Car la France que je croyais un vaste espace d’intelligence et d’ouverture, permettant des débats peut-être houleux mais sans entrave, est redevenue la France de 1793, celle de la Terreur intellectuelle sur le chemin de la Terreur physique la plus crue. Pour comprendre que les méthodes que l’on eût attendues de l’URSS de Staline, de la Chine de Mao ou de quelque autre lieu où l’on étouffe non seulement la parole mais celui qui en est l’auteur ; pour comprendre que ces méthodes soient devenues les méthodes pratiquées en France, il convient d’entendre le vrai sens des trois mots sacrés : Liberté, Egalité, Fraternité.
Héritière de la victoire des possédants (au détriment du peuple) lors de la Révolution de 1789, la France de la Liberté est celle pour qui le mot signifie en réalité liberté du commerce, liberté, pour ceux qui pensent juste, de dire ce que le pouvoir exige qu’ils disent. Pour ce qui est de l’Egalité, Chateaubriand écrit dans les Mémoires d’Outre-Tombe : « Les Français vont instinctivement au pouvoir ; ils n’aiment point la liberté ; l’égalité est leur idole. Or, l’égalité et le despotisme ont des liaisons secrètes ». Ces liaisons se révèlent dans la Fraternité, aujourd’hui partout présente : celle des loges, des sectes et des chapelles intellectuelles et philosophiques. Ni Voltaire ni Diderot ni même Rousseau n’envisageaient le peuple comme faisant partie à jeu égal de cet ensemble national qu’on appelle les citoyens. Ils manifestaient bien plutôt à leur endroit – surtout l’odieux Voltaire – un mépris profond.
Ce que l’on nommait l’absolutisme royal, on doit à la vérité de le dire, était simplement le devoir du Roi, après avoir écouté ses conseillers et examiné avec attention et honnêteté les affaires en cours, de prendre ab-solutus, c’est-à-dire de lui seul, sous son unique responsabilité, en son âme et conscience – avec le risque de se tromper, – la décision qui s’imposait pour le bien du royaume. Là était son rôle plein et entier, en toute légalité. L’absolutisme républicain, en revanche, n’est que le droit que s’arroge un pouvoir issu d’une tromperie – celle des urnes, elles-mêmes alimentées par le charabia des factions (partis politiques, organisations dites humanitaires, mandarins économiques, financiers, intellectuels, journalistiques, tous mondialistes, c’est-à-dire traîtres à leur patrie) et par la farce des élections – d’assembler autour de lui ceux qui sont de son côté, de son avis, partagent les mêmes apriorités (et les mêmes intérêts), tout cela dans le dédain le plus absolu du peuple qui pourtant permet, par malentendu, que tous ces sinistres clowns soient là où ils ne devraient en aucun cas se trouver.

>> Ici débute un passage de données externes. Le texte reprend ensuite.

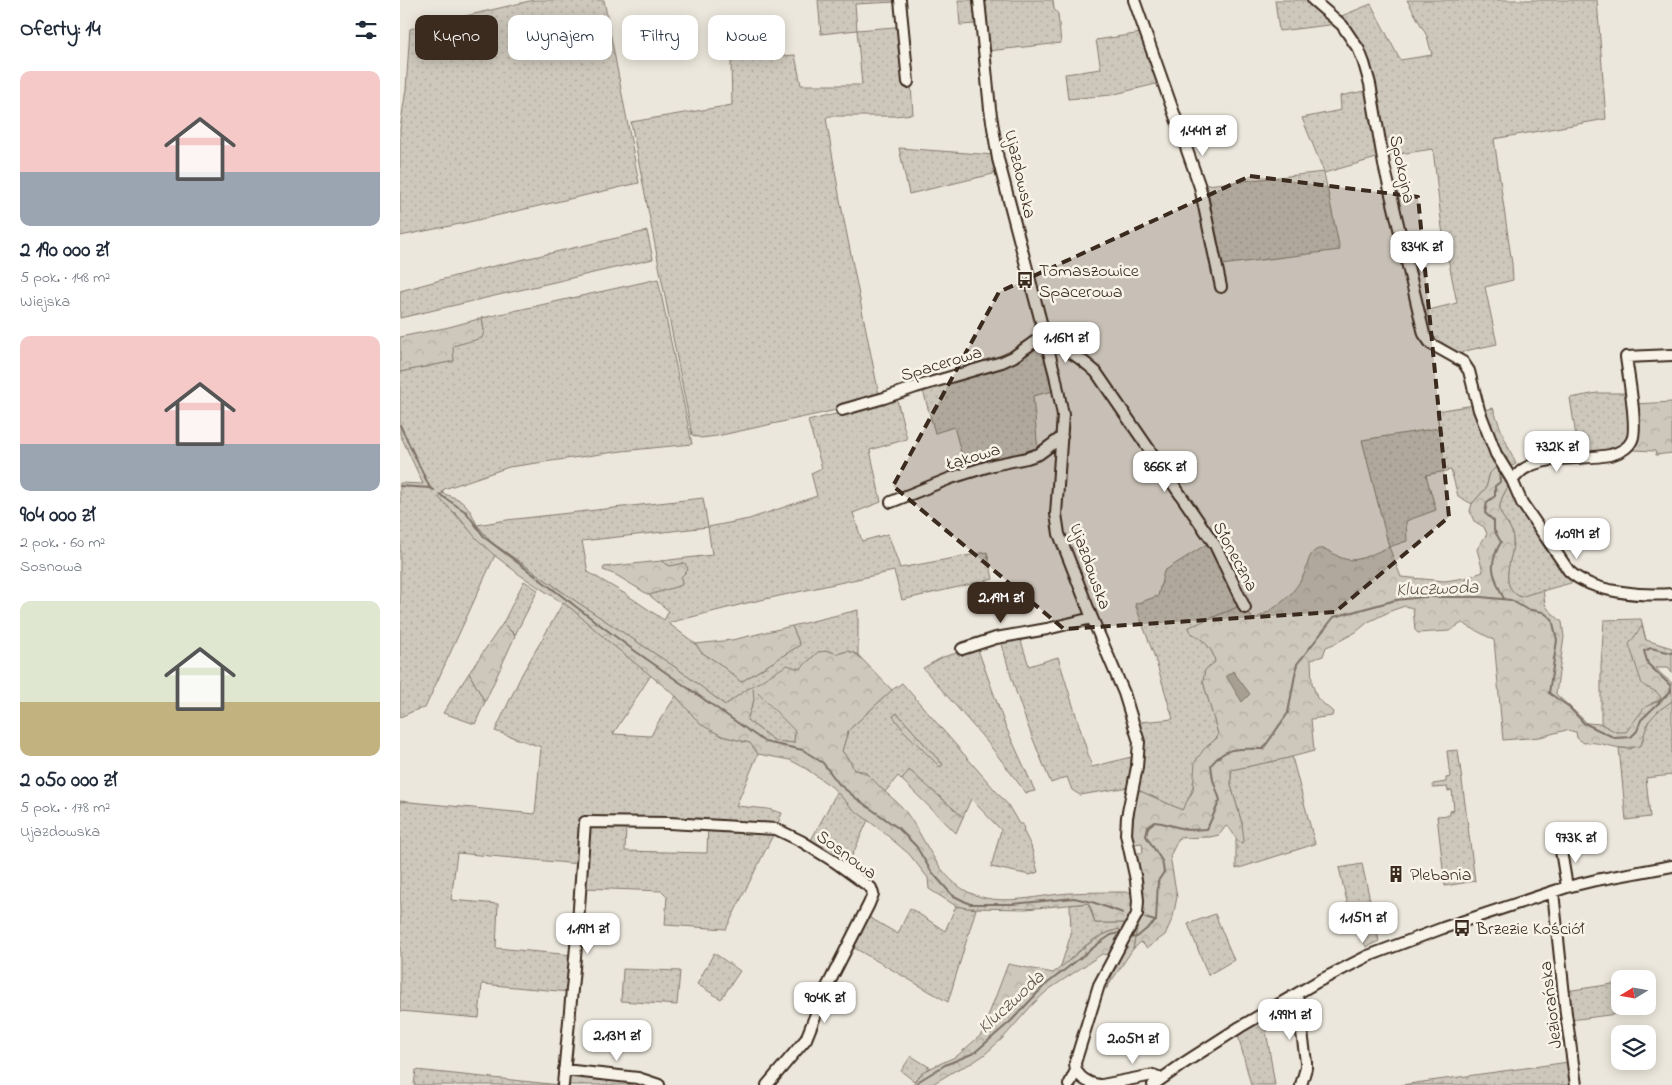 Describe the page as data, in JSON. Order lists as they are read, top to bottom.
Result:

Ce qui précède explique pourquoi la France d’aujourd’hui, qui a piétiné et continue à piétiner tout ce qui est essentiellement propre à la France éternelle et sacrée, a franchi un pas supplémentaire dans le despotisme et la tyrannie : ne pas penser, ne pas s’exprimer juste, c’està-dire de la seule manière que permet le pouvoir, vaut désormais au coupable d’être condamné pour délit d’opinion et d’être jeté en prison. Tout cela ravale la grande nation de Chateaubriand, de Flaubert et de tant d’autres au rang de Chine de Mao et d’URSS de Staline.

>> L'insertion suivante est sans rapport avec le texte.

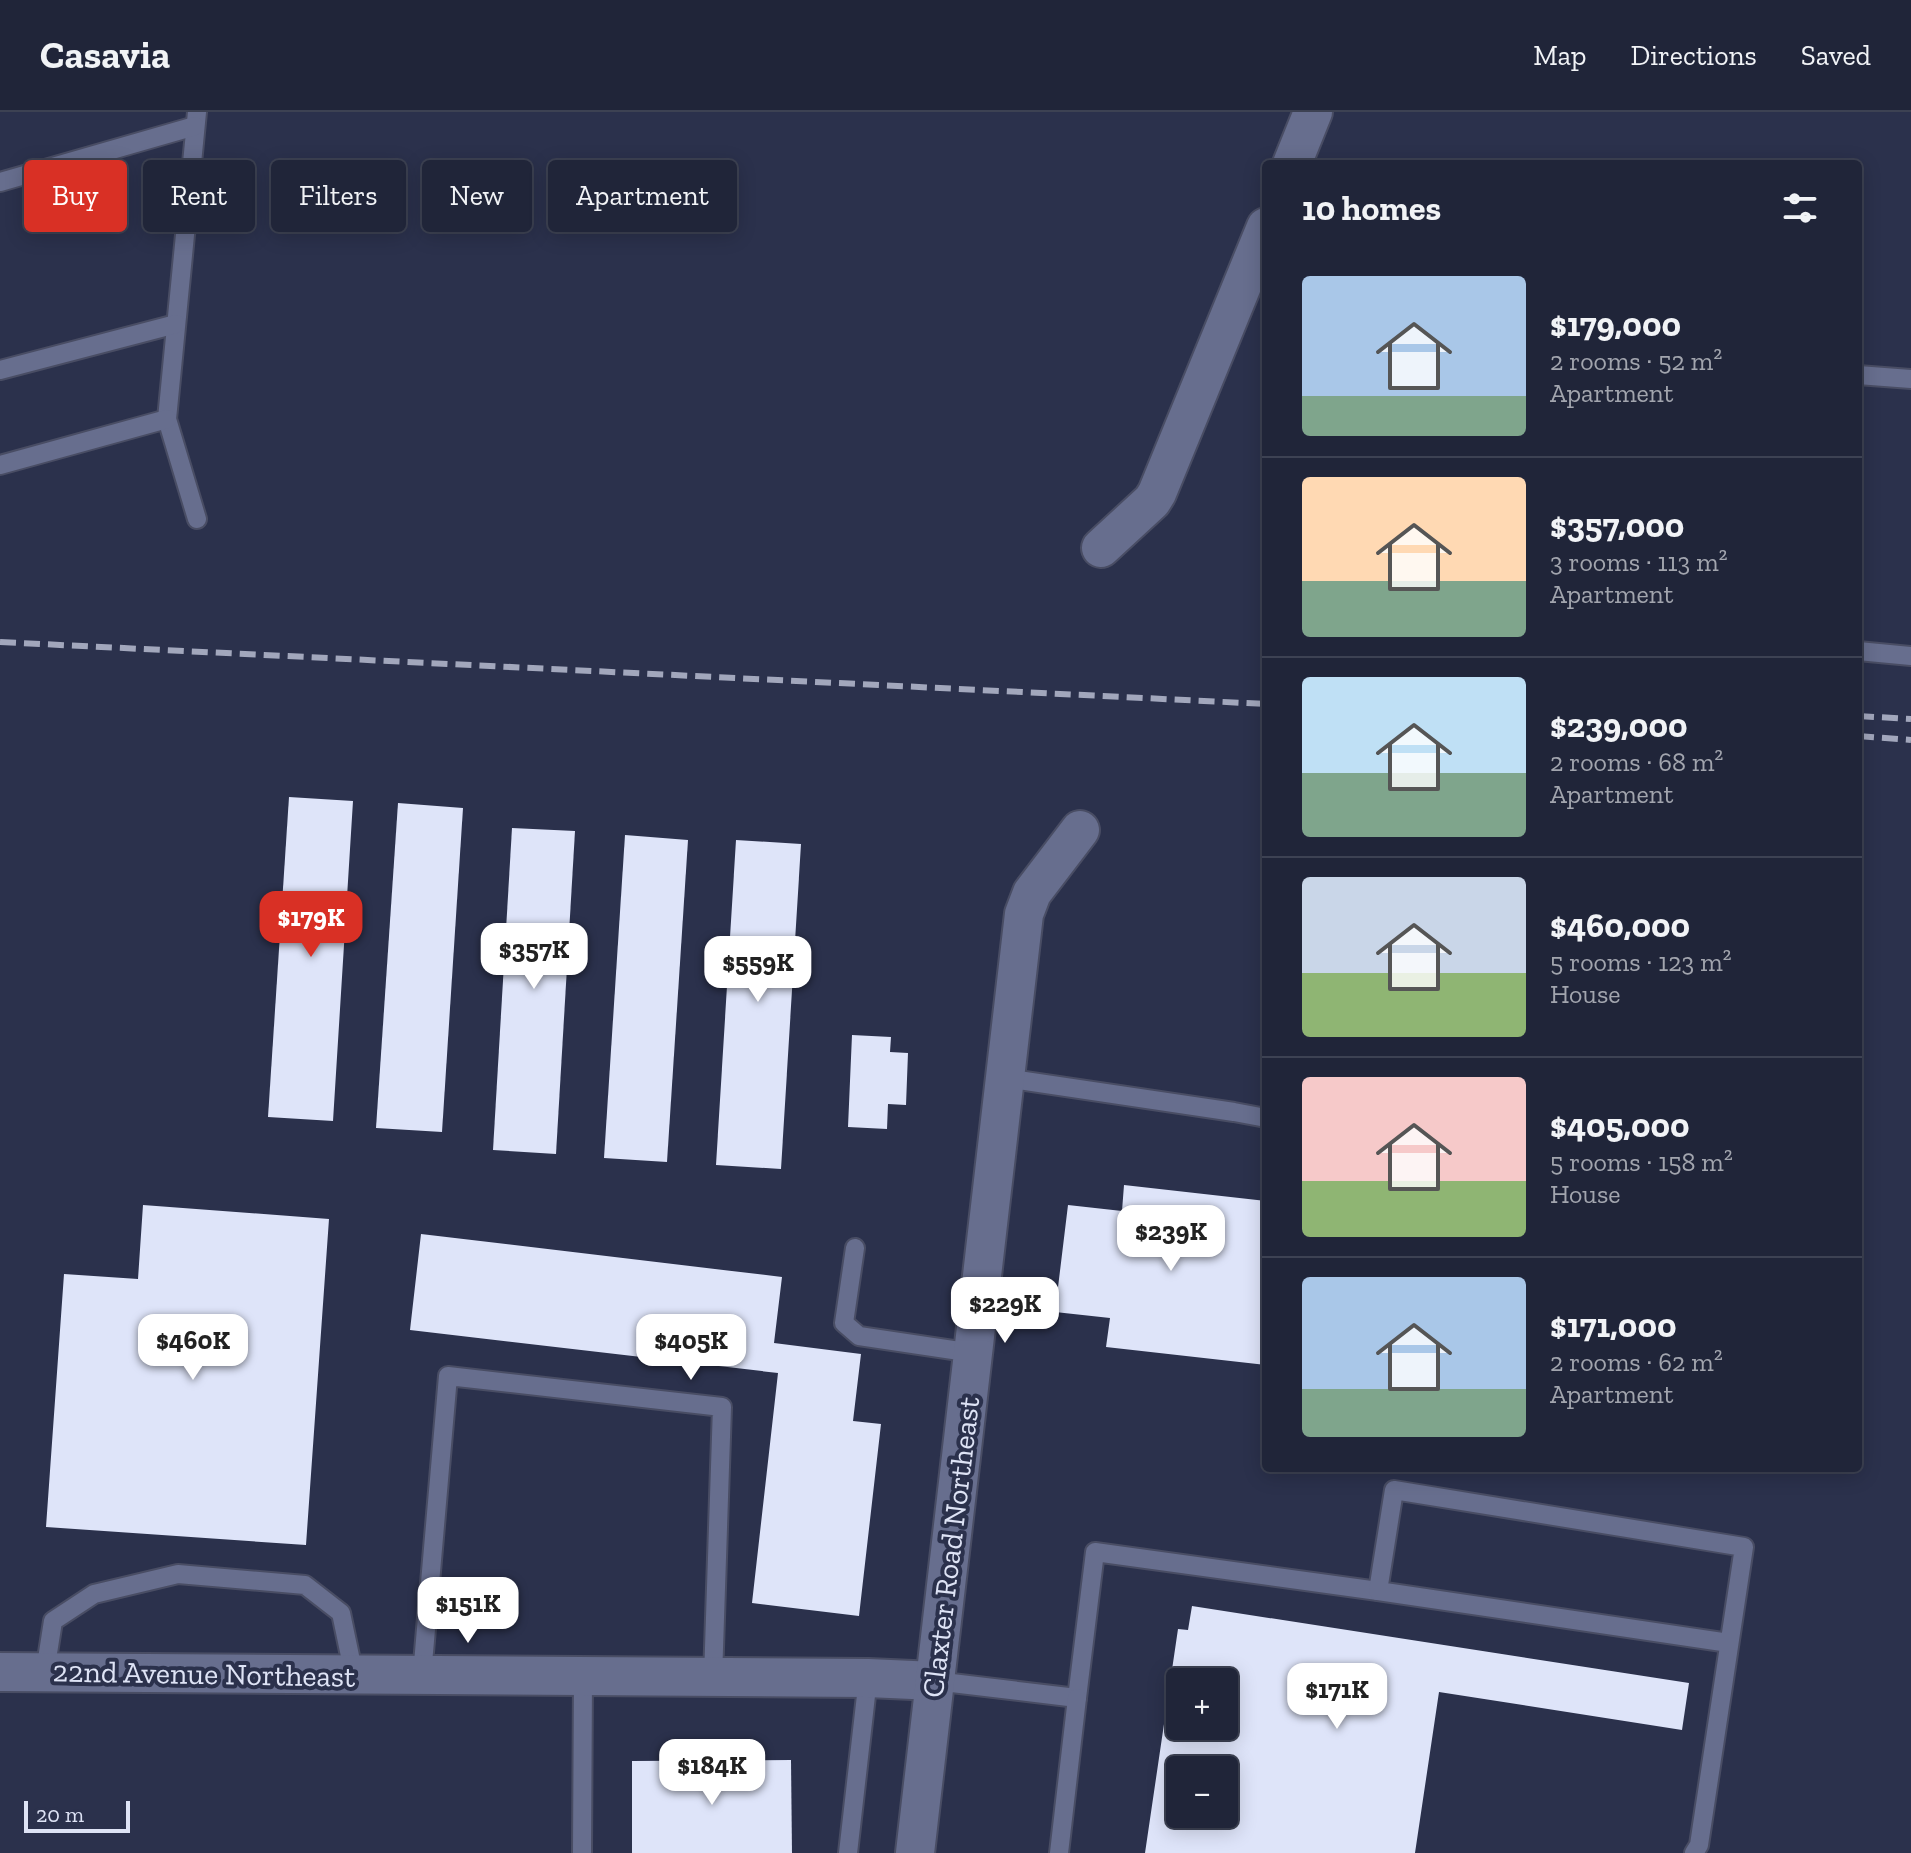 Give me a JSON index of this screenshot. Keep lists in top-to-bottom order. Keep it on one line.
{"streets":{"street":["Claxter Road Northeast","22nd Avenue Northeast"]},"crossings":[["Claxter Road Northeast","22nd Avenue Northeast"]],"scale_bar":"20 m","page":{"header":"Casavia","nav":["Map","Directions","Saved"],"chip":["Buy","Rent","Filters","New","Apartment"],"heading":"10 homes","list":[{"name":"$179,000","note":"2 rooms · 52 m² · Apartment"},{"name":"$357,000","note":"3 rooms · 113 m² · Apartment"},{"name":"$239,000","note":"2 rooms · 68 m² · Apartment"},{"name":"$460,000","note":"5 rooms · 123 m² · House"},{"name":"$405,000","note":"5 rooms · 158 m² · House"},{"name":"$171,000","note":"2 rooms · 62 m² · Apartment"}],"price":["$179K","$357K","$559K","$239K","$229K","$460K","$405K","$151K","$171K","$184K"],"map_buttons":["+","−"],"scale":"20 m"}}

La partie de moi-même qui est française a fortement rapetissé au profit de la partie helvétique de mon être. Non que je me fasse des illusions : la Suisse, entièrement aux mains des forces financières et mondialistes, empruntera tôt ou tard la voie de la France. Pour l’heure, toutefois, existe un répit, répit dont j’entends profiter avant de mourir écœuré et ayant des hommes exclusivement l’opinion d’Alceste : « Je hais tous les hommes : les uns parce qu’ils sont méchants et malfaisants, et les autres, pour être aux méchants complaisants ». De cette opinion, l’avouerai-je, je ne suis pour l’heure guère éloigné.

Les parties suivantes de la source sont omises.